DynamoDB - Put item if hash (or hash and range combination) doesn't exist

You can't. All items in DynamoDB are indexed by either their hash or hash+range (depending on your table).

A sort of summary of what is going on so far:

  • A single hash key can have multiple range keys.
  • Every item has both a hash and a range key
  • You are making a PutItem request and must provide both the hash and range
  • You are providing a ConditionExpression with attribute_not_exists on either the hash or range attribute name
  • The attribute_not_exists condition is merely checking if an attribute with that name exists, it doesn't care about the value

Let's walk through an example. Let's start with a hash+range key table with this data:

  1. hash=A,range=1
  2. hash=A,range=2

There are four possible cases:

  1. If you try to put an item with hash=A,range=3 and attribute_not_exists(hash), the PutItem will succeed because attribute_not_exists(hash) evaluates to true. No item exists with key hash=A,range=3 that satisfies the condition of attribute_not_exists(hash).

  2. If you try to put an item with hash=A,range=3 and attribute_not_exists(range), the PutItem will succeed because attribute_not_exists(range) evaluates to true. No item exists with key hash=A,range=3 that satisfies the condition of attribute_not_exists(range).

  3. If you try to put an item with hash=A,range=1 and attribute_not_exists(hash), the PutItem will fail because attribute_not_exists(hash) evaluates to false. An item exists with key hash=A,range=1 that does not satisfy the condition of attribute_not_exists(hash).

  4. If you try to put an item with hash=A,range=1 and attribute_not_exists(range), the PutItem will fail because attribute_not_exists(range) evaluates to false. An item exists with key hash=A,range=1 that does not satisfy the condition of attribute_not_exists(range).

This means that one of two things will happen:

  1. The hash+range pair exists in the database.
    • attribute_not_exists(hash) must be true
    • attribute_not_exists(range) must be true
  2. The hash+range pair does not exist in the database.
    • attribute_not_exists(hash) must be false
    • attribute_not_exists(range) must be false

In both cases, you get the same result regardless of whether you put it on the hash or the range key.

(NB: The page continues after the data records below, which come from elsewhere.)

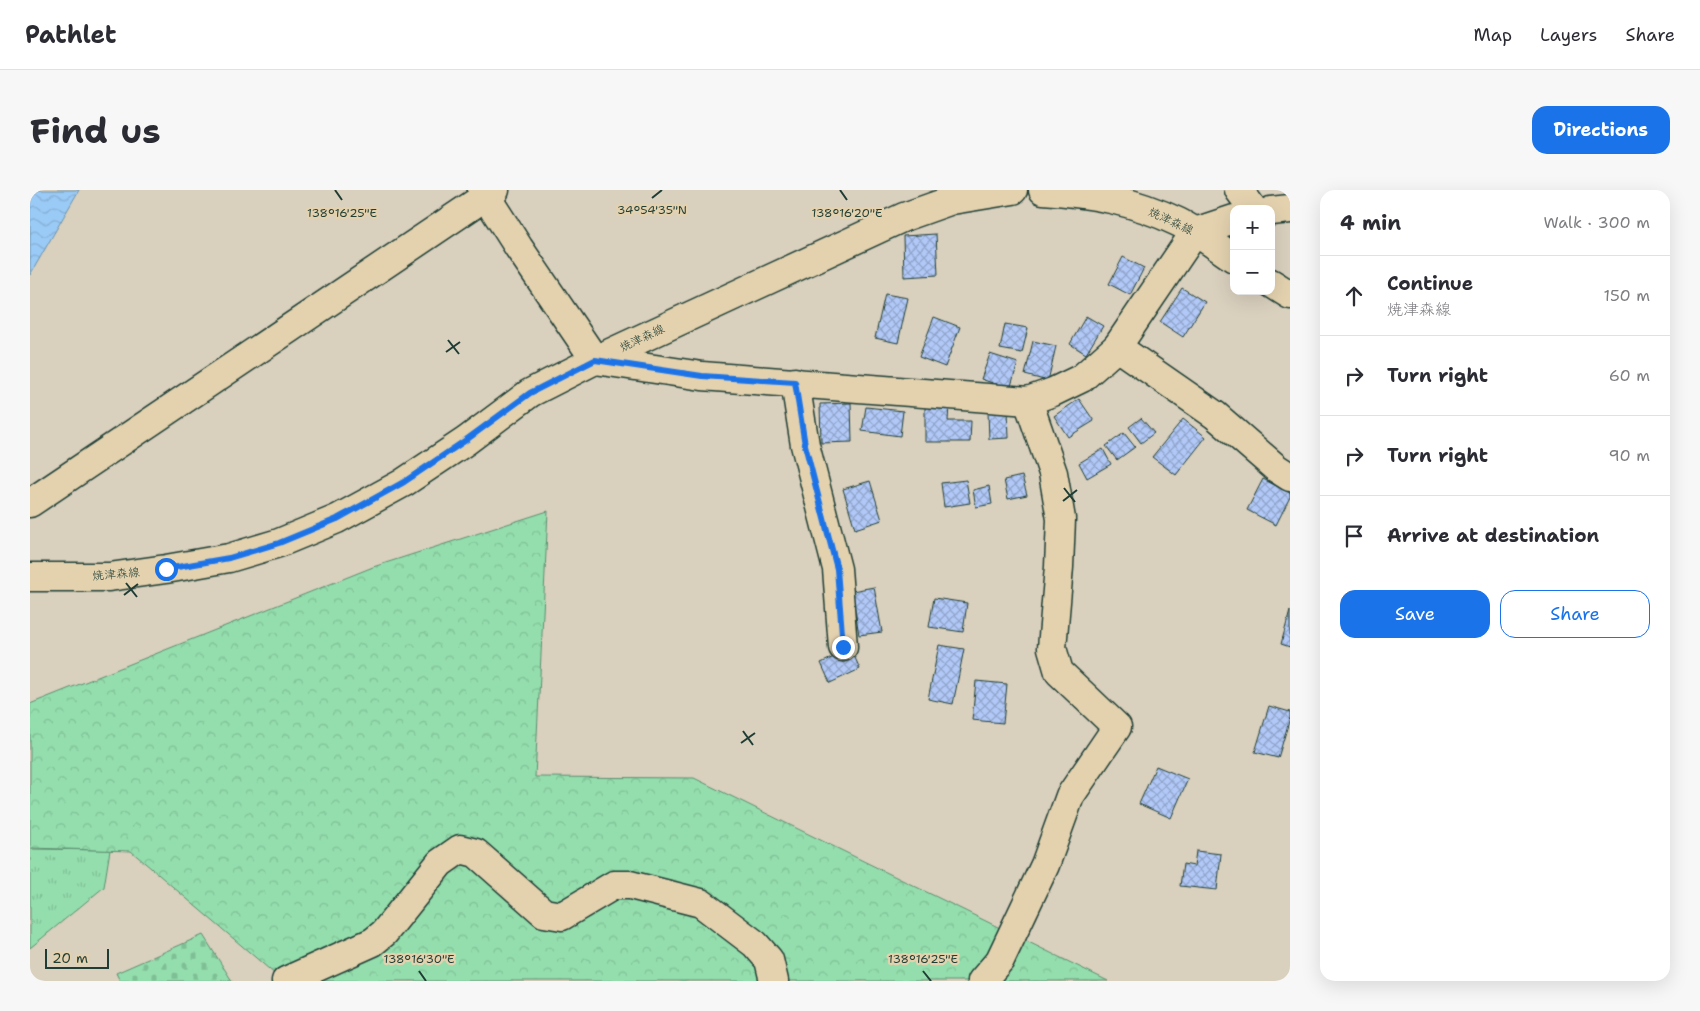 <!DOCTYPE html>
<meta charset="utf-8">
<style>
body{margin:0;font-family:"Shantell Sans","Klee One",sans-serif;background:#f7f7f7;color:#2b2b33}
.controls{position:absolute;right:15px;top:15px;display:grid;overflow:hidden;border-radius:10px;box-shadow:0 5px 20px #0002}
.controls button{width:45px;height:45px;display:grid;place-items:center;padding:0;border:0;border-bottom:1px solid #e1e1e2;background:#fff;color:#2b2b33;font:25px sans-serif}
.scale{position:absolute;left:15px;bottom:12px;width:64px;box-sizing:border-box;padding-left:5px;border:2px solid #1f3d34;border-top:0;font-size:14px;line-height:18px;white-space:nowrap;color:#1f3d34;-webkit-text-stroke:4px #e4d2af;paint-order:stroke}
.stop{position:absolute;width:15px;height:15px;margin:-11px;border:4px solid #1a73e8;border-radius:50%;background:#fff}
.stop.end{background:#1a73e8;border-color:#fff;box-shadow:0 1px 5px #0008}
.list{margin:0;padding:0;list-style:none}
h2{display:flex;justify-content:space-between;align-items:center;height:65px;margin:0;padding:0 20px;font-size:21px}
h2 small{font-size:16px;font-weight:400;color:#7c7c81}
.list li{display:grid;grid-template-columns:32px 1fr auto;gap:15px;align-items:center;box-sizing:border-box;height:80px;padding:0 20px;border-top:1px solid #e1e1e2}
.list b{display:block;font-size:19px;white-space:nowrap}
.list p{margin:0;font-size:16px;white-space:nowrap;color:#7c7c81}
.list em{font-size:16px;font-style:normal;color:#7c7c81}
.actions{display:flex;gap:10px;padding:15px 20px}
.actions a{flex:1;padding:11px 0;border:1px solid #1a73e8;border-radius:15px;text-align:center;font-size:18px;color:#1a73e8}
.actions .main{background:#1a73e8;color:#fff}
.icon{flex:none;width:28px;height:28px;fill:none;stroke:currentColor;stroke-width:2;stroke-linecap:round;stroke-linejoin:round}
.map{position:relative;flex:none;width:1260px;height:791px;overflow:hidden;border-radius:15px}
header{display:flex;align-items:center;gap:30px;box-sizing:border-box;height:70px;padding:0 25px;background:#fff;border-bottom:1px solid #e1e1e2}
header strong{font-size:24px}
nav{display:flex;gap:28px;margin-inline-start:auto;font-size:18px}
.intro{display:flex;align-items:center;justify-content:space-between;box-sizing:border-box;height:120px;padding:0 30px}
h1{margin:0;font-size:35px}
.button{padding:12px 22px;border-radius:15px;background:#1a73e8;color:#fff;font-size:18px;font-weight:700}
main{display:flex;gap:30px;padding:0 30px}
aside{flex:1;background:#fff;border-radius:15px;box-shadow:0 5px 20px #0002}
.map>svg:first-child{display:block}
.grass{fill:url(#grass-tufts);stroke:#5a8e70}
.forest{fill:url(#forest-crowns);stroke:#5a8e70}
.cemetery{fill:url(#cemetery-stones);stroke:#5a8e70}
.water{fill:url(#water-waves);stroke:#6992a8}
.building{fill:url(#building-cross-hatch);stroke:#1f3d34}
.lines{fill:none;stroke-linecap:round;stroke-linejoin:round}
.minor-casing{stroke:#1f3d34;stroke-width:31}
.major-casing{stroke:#1f3d34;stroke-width:31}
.minor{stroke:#e4d2af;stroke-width:28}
.major{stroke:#e4d2af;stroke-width:28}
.route{stroke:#1a73e8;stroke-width:6}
.ticks{fill:none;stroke:#1f3d34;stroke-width:2}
.labels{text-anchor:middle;stroke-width:4.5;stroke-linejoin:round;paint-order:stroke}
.street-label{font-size:12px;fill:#1f3d34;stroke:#e4d2af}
.ticks-label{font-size:12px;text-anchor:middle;fill:#1f3d34;stroke:#e4d2af;stroke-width:4.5;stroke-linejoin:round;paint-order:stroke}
</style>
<header>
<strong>Pathlet</strong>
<nav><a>Map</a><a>Layers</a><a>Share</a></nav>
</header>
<div class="intro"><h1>Find us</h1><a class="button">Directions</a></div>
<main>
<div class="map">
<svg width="1260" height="791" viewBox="0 0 1260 791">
<defs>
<pattern id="grass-tufts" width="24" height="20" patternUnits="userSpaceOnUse" patternTransform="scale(1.25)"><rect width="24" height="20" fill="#94dead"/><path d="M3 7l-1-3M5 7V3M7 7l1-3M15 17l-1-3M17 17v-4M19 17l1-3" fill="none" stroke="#7fbf95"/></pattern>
<pattern id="forest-crowns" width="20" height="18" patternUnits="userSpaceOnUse" patternTransform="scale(1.25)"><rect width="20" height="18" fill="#94dead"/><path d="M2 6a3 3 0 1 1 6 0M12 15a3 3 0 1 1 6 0" fill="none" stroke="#7fbf95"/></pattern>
<pattern id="cemetery-stones" width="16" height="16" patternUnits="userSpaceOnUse" patternTransform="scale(1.25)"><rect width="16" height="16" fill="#94dead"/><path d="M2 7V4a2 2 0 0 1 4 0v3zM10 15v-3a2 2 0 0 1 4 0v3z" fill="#7fbf95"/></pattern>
<pattern id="water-waves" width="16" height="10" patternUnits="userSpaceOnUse" patternTransform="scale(1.25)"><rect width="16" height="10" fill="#9acaf6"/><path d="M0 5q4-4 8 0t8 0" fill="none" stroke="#84aed4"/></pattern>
<pattern id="building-cross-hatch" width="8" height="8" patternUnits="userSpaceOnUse" patternTransform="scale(1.25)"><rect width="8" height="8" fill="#b2c9f8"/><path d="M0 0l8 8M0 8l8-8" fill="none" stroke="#90a4ca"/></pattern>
</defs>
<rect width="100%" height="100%" fill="#dad0be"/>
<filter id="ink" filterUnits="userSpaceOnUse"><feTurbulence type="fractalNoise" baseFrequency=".02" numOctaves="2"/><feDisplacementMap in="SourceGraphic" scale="10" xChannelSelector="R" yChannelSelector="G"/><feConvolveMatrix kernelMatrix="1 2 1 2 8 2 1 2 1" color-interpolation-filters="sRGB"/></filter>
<g filter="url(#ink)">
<polygon class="grass" points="0,659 80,660 74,697 0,758"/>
<polygon class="forest" points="518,321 505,587 664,588 1078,791 253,791 101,661 0,658 0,514 343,377"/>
<polygon class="cemetery" points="173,745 202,791 90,791 86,783"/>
<polygon class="water" points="0,0 49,0 0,85"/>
<g class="building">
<polygon points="906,44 908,85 874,87 873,46"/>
<polygon points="1093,67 1114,78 1100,105 1079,94"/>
<polygon points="1152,98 1175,112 1153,147 1130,132"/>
<polygon points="855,104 878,108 868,153 845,148"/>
<polygon points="1056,126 1073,136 1056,164 1040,154"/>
<polygon points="904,127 930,137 915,177 889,167"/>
<polygon points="975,134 998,138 992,163 970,159"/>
<polygon points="1003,151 1026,156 1018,191 995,185"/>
<polygon points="960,164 988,173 980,199 951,189"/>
<polygon points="1049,209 1064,231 1038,247 1024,226"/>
<polygon points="821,213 822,252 791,253 790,214"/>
<polygon points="895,215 919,215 918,231 941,231 940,252 895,252"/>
<polygon points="836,217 873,221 870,246 832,241"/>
<polygon points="978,220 979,248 959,249 958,222"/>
<polygon points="1111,228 1124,243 1111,253 1099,237"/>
<polygon points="1153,229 1176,247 1146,285 1122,267"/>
<polygon points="1094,243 1105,257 1087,270 1076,256"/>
<polygon points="1073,259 1081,274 1057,288 1049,273"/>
<polygon points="992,286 997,305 978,309 974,290"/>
<polygon points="1233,289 1260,303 1260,307 1246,335 1217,320"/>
<polygon points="936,290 940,313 914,317 911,293"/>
<polygon points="840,291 852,330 825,339 813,299"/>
<polygon points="959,296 962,314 946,317 943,300"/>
<polygon points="844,397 852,442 829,445 822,401"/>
<polygon points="904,408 937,413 933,442 899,437"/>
<polygon points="1260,421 1260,457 1251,454"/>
<polygon points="909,455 934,459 923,514 898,509"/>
<polygon points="821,459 830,479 800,493 791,473"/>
<polygon points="946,491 977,494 973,533 942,530"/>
<polygon points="1239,516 1260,522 1260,528 1248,568 1225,562"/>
<polygon points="1126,576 1158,589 1141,628 1109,614"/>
<polygon points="1166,661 1191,664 1187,700 1150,696 1153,674 1164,676"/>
</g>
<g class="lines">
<defs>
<g id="minor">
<polyline points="452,0 489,58 565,170 672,186 998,211 1023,202 1052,188 1087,157 1185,225 1246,278 1260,287"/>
<polyline points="1209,0 1223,19"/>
<polyline points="1241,21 1260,19"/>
<polyline points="1087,157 1165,42 1204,29"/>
<polyline points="765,192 775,255 807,379 813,457"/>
<polyline points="0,313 465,0"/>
<polyline points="256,791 343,752 354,743 410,673 430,659 446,663 514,723 532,726 584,695 600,695 671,713 725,754 739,770 744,791"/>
<polyline points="952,791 970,770 1015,675 1040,606 1087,537 1029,482 1022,458 1029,377 1031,329 1023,283 998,211"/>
</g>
<g id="major">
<path d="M1013,0C1062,3 1104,11 1148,32C1168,42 1186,56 1204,68"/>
<polyline points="1241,93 1260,105"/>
<polyline points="0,387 79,387 136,379 199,368 249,353 307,329 373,293 436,251 500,203 565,170 874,27 922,10 983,0"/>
</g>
</defs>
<use href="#minor" class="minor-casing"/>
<use href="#major" class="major-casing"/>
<use href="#minor" class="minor"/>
<use href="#major" class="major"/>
</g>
</g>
<g class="lines" filter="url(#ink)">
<polyline class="route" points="136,379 199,368 249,353 307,329 374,292 436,250 500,203 565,170 672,186 765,192 775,255 807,379 813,457"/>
</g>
<path class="ticks" d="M305,0L312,10M810,0L817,10M622,8L632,0M418,150L429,164M416,162L430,152M1034,298L1045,312M1033,311L1047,300M96,393L107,407M94,405L108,394M713,541L723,555M711,553L725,543M389,781L396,791M893,781L901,791"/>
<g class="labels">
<g class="street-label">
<text transform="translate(1141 31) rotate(25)" y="4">焼津森線</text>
<text transform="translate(612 148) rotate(-25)" y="4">焼津森線</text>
<text transform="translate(86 384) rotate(-5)" y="4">焼津森線</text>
</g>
</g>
<g class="ticks-label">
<text x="622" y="24">34°54'35"N</text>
<text x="312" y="27">138°16'25"E</text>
<text x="817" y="27">138°16'20"E</text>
<text x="389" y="773">138°16'30"E</text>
<text x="893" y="773">138°16'25"E</text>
</g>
</svg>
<div class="controls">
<button>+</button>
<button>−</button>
</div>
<div class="scale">20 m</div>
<div class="stop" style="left:136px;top:379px"></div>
<div class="stop end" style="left:813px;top:457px"></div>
</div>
<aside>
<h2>4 min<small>Walk · 300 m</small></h2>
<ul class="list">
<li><svg class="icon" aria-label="ahead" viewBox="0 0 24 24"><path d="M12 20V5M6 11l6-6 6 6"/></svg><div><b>Continue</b><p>焼津森線</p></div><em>150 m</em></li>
<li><svg class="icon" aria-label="right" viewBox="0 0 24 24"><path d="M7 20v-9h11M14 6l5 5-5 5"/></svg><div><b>Turn right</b></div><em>60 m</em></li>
<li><svg class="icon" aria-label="right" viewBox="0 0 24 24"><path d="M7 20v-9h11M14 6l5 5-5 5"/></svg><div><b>Turn right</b></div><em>90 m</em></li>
<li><svg class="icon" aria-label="arrive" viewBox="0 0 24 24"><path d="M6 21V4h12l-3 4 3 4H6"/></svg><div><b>Arrive at destination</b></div></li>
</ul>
<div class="actions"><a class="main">Save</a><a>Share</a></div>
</aside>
</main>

The hash+range key identifies a single item in the entire table, and your condition is being evaluated on that item.

You are effectively performing a "put this item if an item with this hash+range key does not already exist".


For Googlers:

  • (a) attribute_not_exists checks whether an item with same primary key as the to-be-inserted item exists
  • (b) Additionally, it checks whether an attribute exists on that item, value does not matter
  • If you only want to prevent overwriting, then use attribute_not_exists with primary key (or partition key, or range key), since the key must exist, check (b) will always pass, only check (a) will be in effect

Reasoning:

  • The name attribute_not_exists suggests that it checks whether an attribute exists on an item
  • But there are multiple items in the table, which item does it check against?
  • The answer is it checks against the item with the same primary key as the one you are putting in
  • This happens for all condition expressions
  • But as always, it is not properly and fully documented
  • See below official document about this feature, and taste its ambiguity

Note: To prevent a new item from replacing an existing item, use a conditional expression that contains the attribute_not_exists function with the name of the attribute being used as the partition key for the table. Since every record must contain that attribute, the attribute_not_exists function will only succeed if no matching item exists.

Link


This version of explanation taken from amazon aws forum says that a search will look an item that matches a provided hash key and then only checks if the attribute exists in that record. It should works the same if you have a hash and a range keys, I suppose.

If a request try to find an existing item with hash key "b825501b-60d3-4e53-b737-02645d27c2ae". If this is first time this id is being used there will be no existing item and "attribute_not_exists(email)" will evaluate to true, Put request will go through.

If this id is already used there will be an existing item. Then condition expression will look for an existing email attribute in the existing item, if there is an email attribute the Put request will fail, if there is no email attribute the Put request will go through.

Either way it's not comparing the value of "email" attribute and it's not checking if other items in the table used the same "email" value.

If email was the hash key, then request will try to find an existing item with hash key "[email protected]".

If there is another item with same email value an existing item will be found. Since email is the hash key it has to be present in the existing item and "attribute_not_exists(email)" will evaluate to false and Put request will fail.

If "email" value is not used before existing item will not be found and "attribute_not_exists(email)" will evaluate to true hence Put request will go through.